Reducing liabilities with higher payments helps to reduce the annual minimum payment, like with a credit card balance. But California leaders did not renegotiate or aggressively pay down the retiree medical liabilities.
I reminded both the Brown and Newsom administrations of this every year I served in the California State Senate, from 2015 to 2020. Not to toot my own horn, but I was vocal every budget cycle, to no avail.
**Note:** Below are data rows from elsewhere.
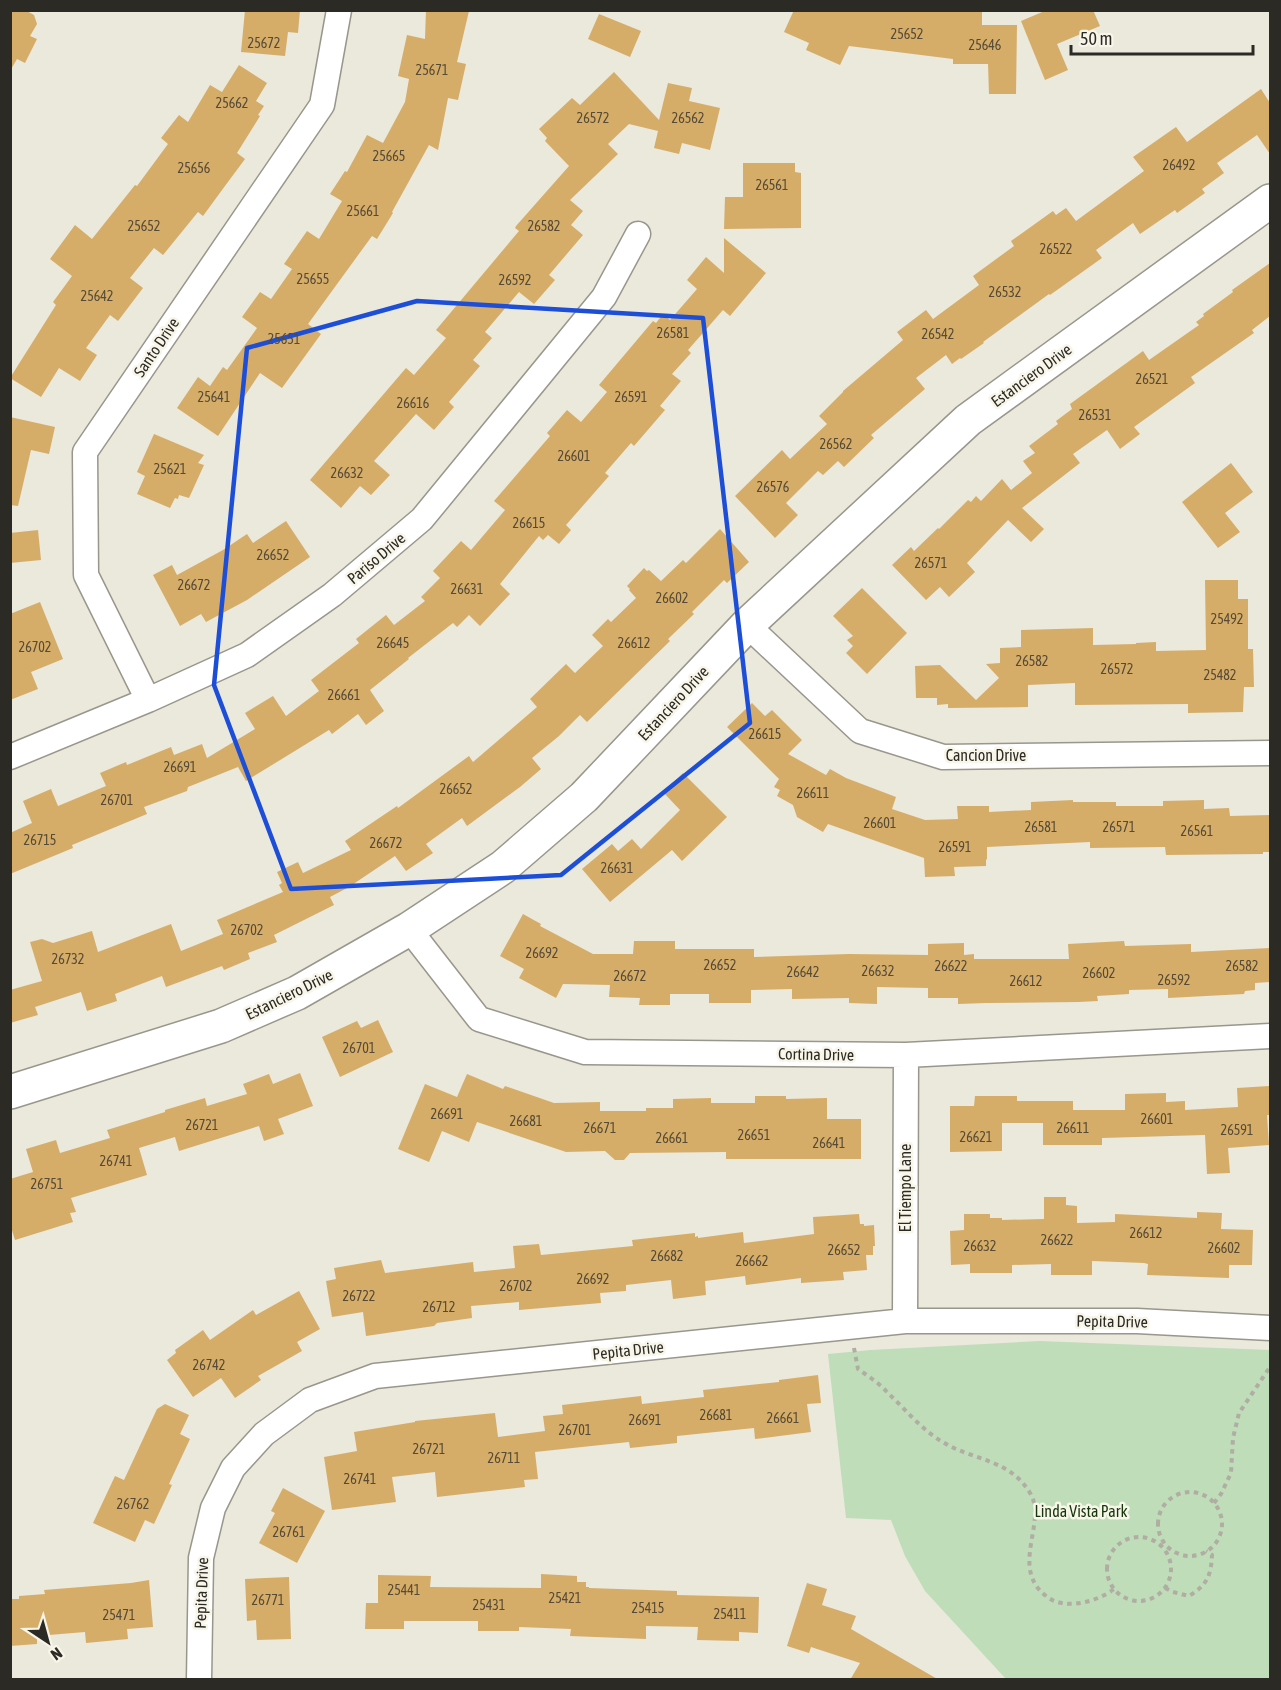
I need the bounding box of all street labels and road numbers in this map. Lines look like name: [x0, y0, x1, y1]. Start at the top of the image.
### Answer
street label: Santo Drive: [130, 314, 182, 380]
street label: Estanciero Drive: [987, 340, 1075, 410]
street label: Pariso Drive: [343, 529, 409, 587]
street label: Estanciero Drive: [634, 662, 712, 744]
street label: Cancion Drive: [946, 746, 1026, 764]
street label: Estanciero Drive: [243, 965, 335, 1023]
street label: Cortina Drive: [778, 1044, 854, 1064]
street label: El Tiempo Lane: [896, 1144, 915, 1232]
street label: Pepita Drive: [1076, 1311, 1148, 1332]
street label: Pepita Drive: [591, 1337, 665, 1364]
street label: Pepita Drive: [191, 1557, 212, 1629]

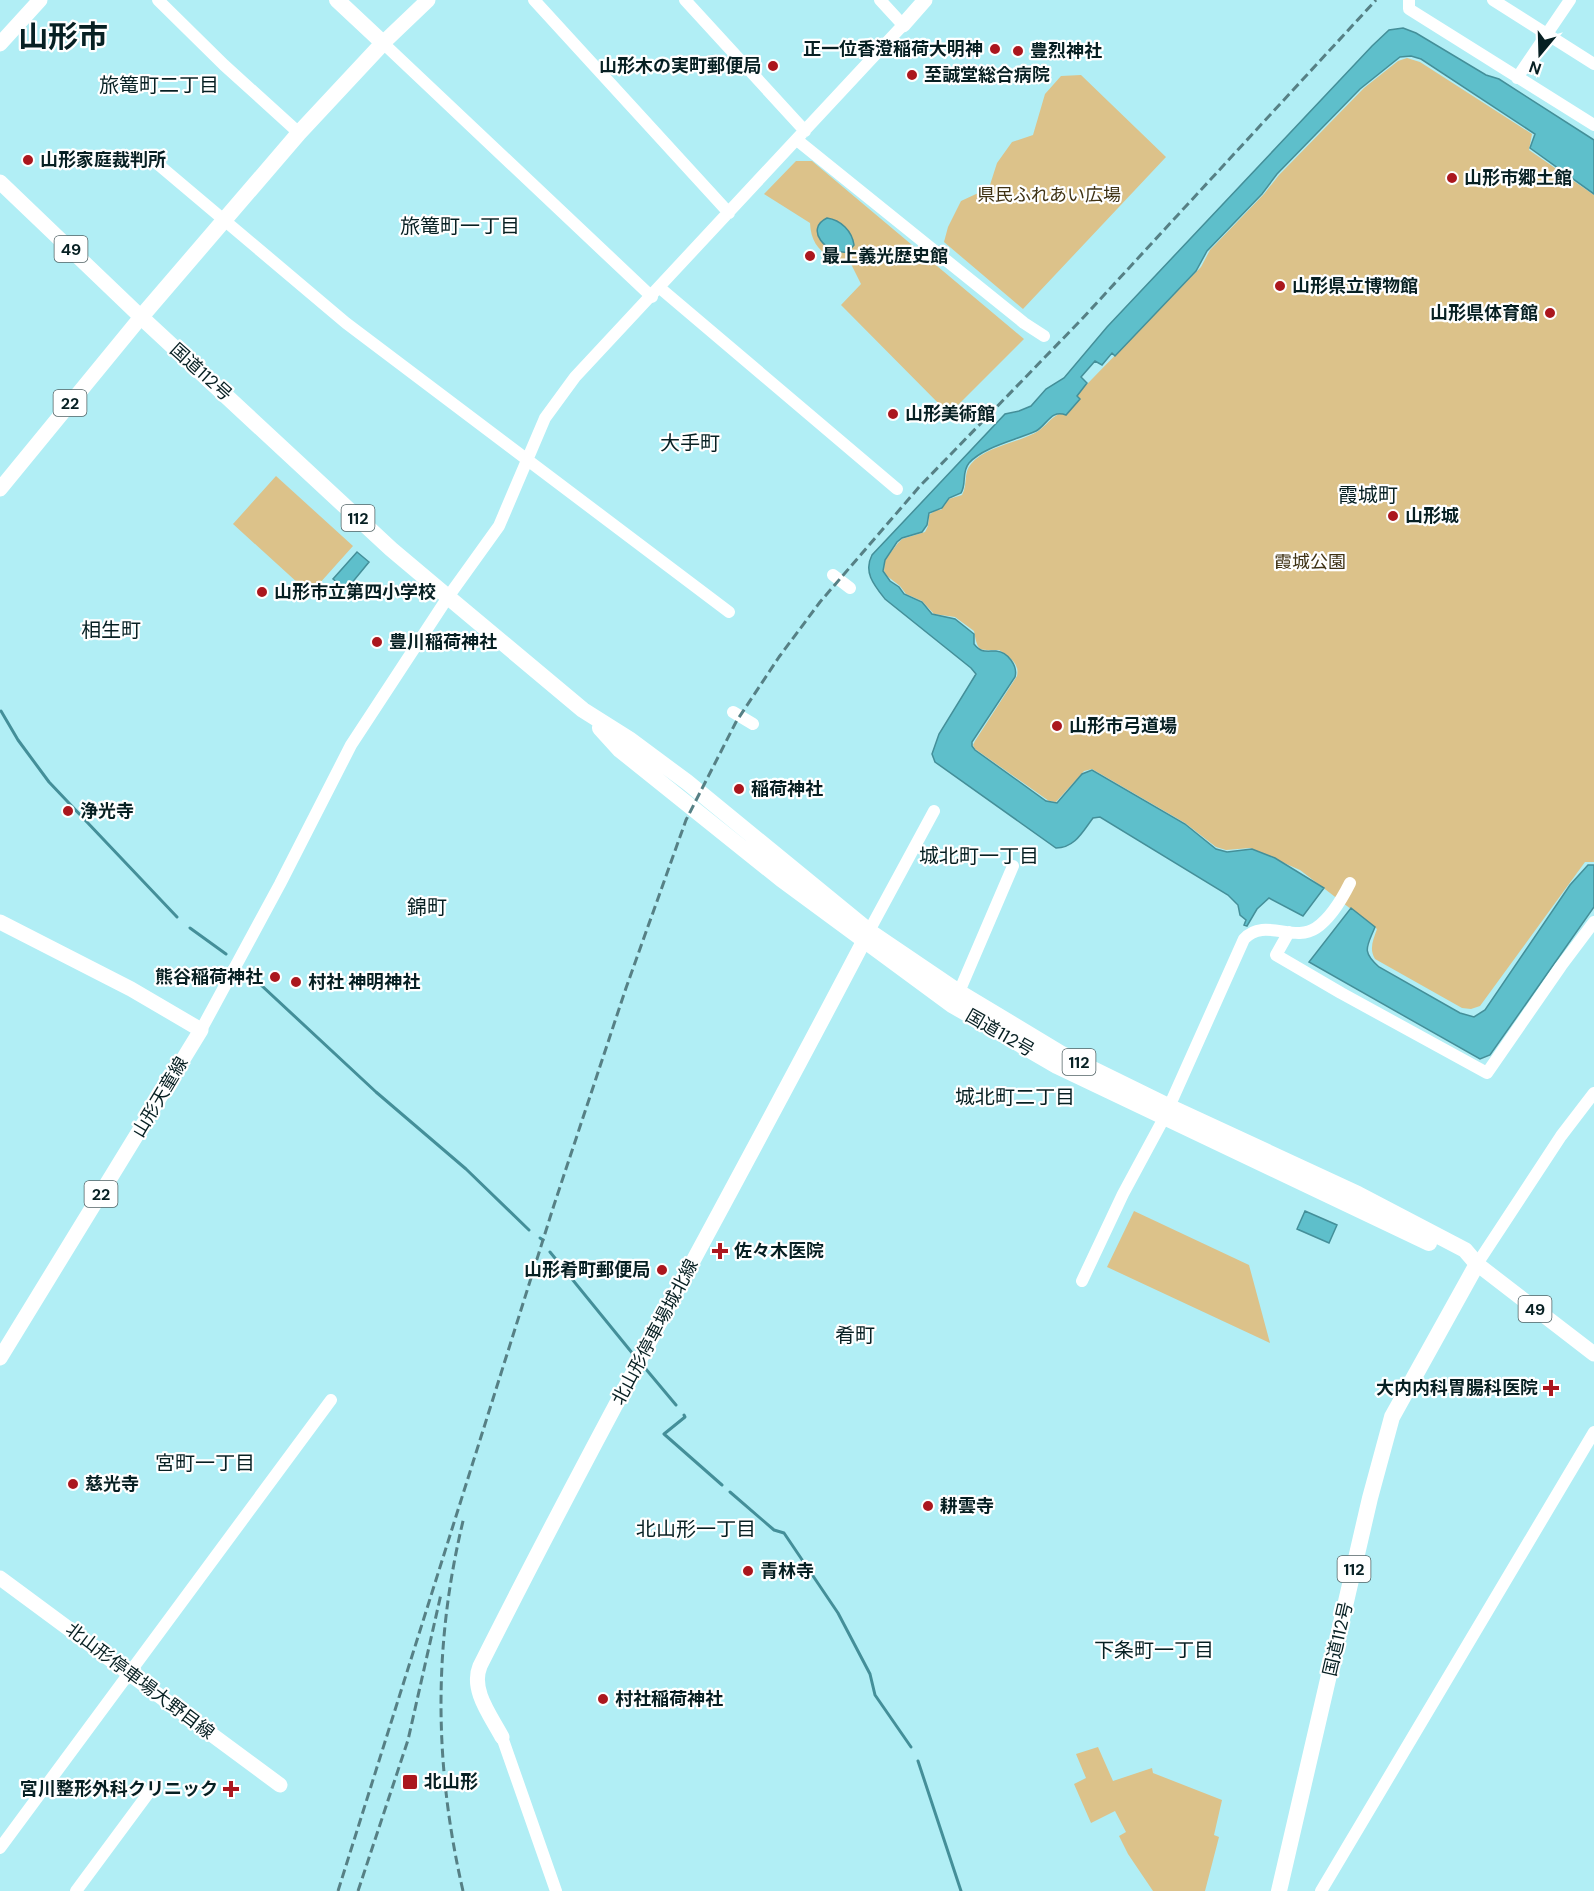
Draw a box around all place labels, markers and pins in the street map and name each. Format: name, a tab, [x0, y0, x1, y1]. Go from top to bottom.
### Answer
place label: 正一位香澄稲荷大明神	[803, 37, 983, 61]
place label: 豊烈神社	[1030, 39, 1102, 63]
marker: 正一位香澄稲荷大明神	[988, 42, 1002, 56]
marker: 豊烈神社	[1011, 44, 1025, 58]
place label: 山形木の実町郵便局	[599, 54, 761, 78]
marker: 山形木の実町郵便局	[766, 59, 780, 73]
place label: 至誠堂総合病院	[924, 63, 1050, 87]
marker: 至誠堂総合病院	[905, 68, 919, 82]
place label: 山形家庭裁判所	[40, 148, 166, 172]
marker: 山形家庭裁判所	[21, 153, 35, 167]
place label: 山形市郷土館	[1464, 166, 1572, 190]
marker: 山形市郷土館	[1445, 171, 1459, 185]
place label: 最上義光歴史館	[822, 244, 948, 268]
marker: 最上義光歴史館	[803, 249, 817, 263]
place label: 山形県立博物館	[1292, 274, 1418, 298]
marker: 山形県立博物館	[1273, 279, 1287, 293]
place label: 山形県体育館	[1430, 301, 1538, 325]
marker: 山形県体育館	[1543, 306, 1557, 320]
place label: 山形美術館	[905, 402, 995, 426]
marker: 山形美術館	[886, 407, 900, 421]
place label: 山形城	[1405, 504, 1459, 528]
marker: 山形城	[1386, 509, 1400, 523]
place label: 山形市立第四小学校	[274, 580, 436, 604]
marker: 山形市立第四小学校	[255, 585, 269, 599]
place label: 豊川稲荷神社	[389, 630, 497, 654]
marker: 豊川稲荷神社	[370, 635, 384, 649]
place label: 山形市弓道場	[1069, 714, 1177, 738]
marker: 山形市弓道場	[1050, 719, 1064, 733]
place label: 稲荷神社	[751, 777, 823, 801]
marker: 稲荷神社	[732, 782, 746, 796]
place label: 浄光寺	[80, 799, 134, 823]
marker: 浄光寺	[61, 804, 75, 818]
place label: 熊谷稲荷神社	[155, 965, 263, 989]
marker: 熊谷稲荷神社	[268, 970, 282, 984]
place label: 村社 神明神社	[308, 970, 420, 994]
marker: 村社 神明神社	[289, 975, 303, 989]
place label: 佐々木医院	[734, 1239, 824, 1263]
marker: 佐々木医院	[711, 1242, 729, 1260]
place label: 山形肴町郵便局	[524, 1258, 650, 1282]
marker: 山形肴町郵便局	[655, 1263, 669, 1277]
place label: 大内内科胃腸科医院	[1376, 1376, 1538, 1400]
marker: 大内内科胃腸科医院	[1542, 1379, 1560, 1397]
place label: 慈光寺	[85, 1472, 139, 1496]
marker: 慈光寺	[66, 1477, 80, 1491]
place label: 耕雲寺	[940, 1494, 994, 1518]
marker: 耕雲寺	[921, 1499, 935, 1513]
place label: 青林寺	[760, 1559, 814, 1583]
marker: 青林寺	[741, 1564, 755, 1578]
place label: 村社稲荷神社	[615, 1687, 723, 1711]
marker: 村社稲荷神社	[596, 1692, 610, 1706]
place label: 北山形	[424, 1770, 478, 1794]
marker: 北山形	[401, 1773, 419, 1791]
place label: 宮川整形外科クリニック	[20, 1777, 218, 1801]
marker: 宮川整形外科クリニック	[222, 1780, 240, 1798]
Here is what I stated during my first State budget experience in June of 2015 in the Sierra Sun Times:
"The state is at a critical juncture, 'an inflection point,' where the state begins to seriously address its unrestricted net deficit and unfunded liabilities or continue to hire more state employees who will pay more dues to the unions that appear to be running California. This budget before us departs from Governor Brown's call for greater fiscal restraint.?Instead, it takes the most fiscally optimistic revenue estimates and spends up to that line.?And many expenditures are also optimistic, if recent trends continue. Staying on this current course will lead to a fiscal implosion.?The time to change course is now."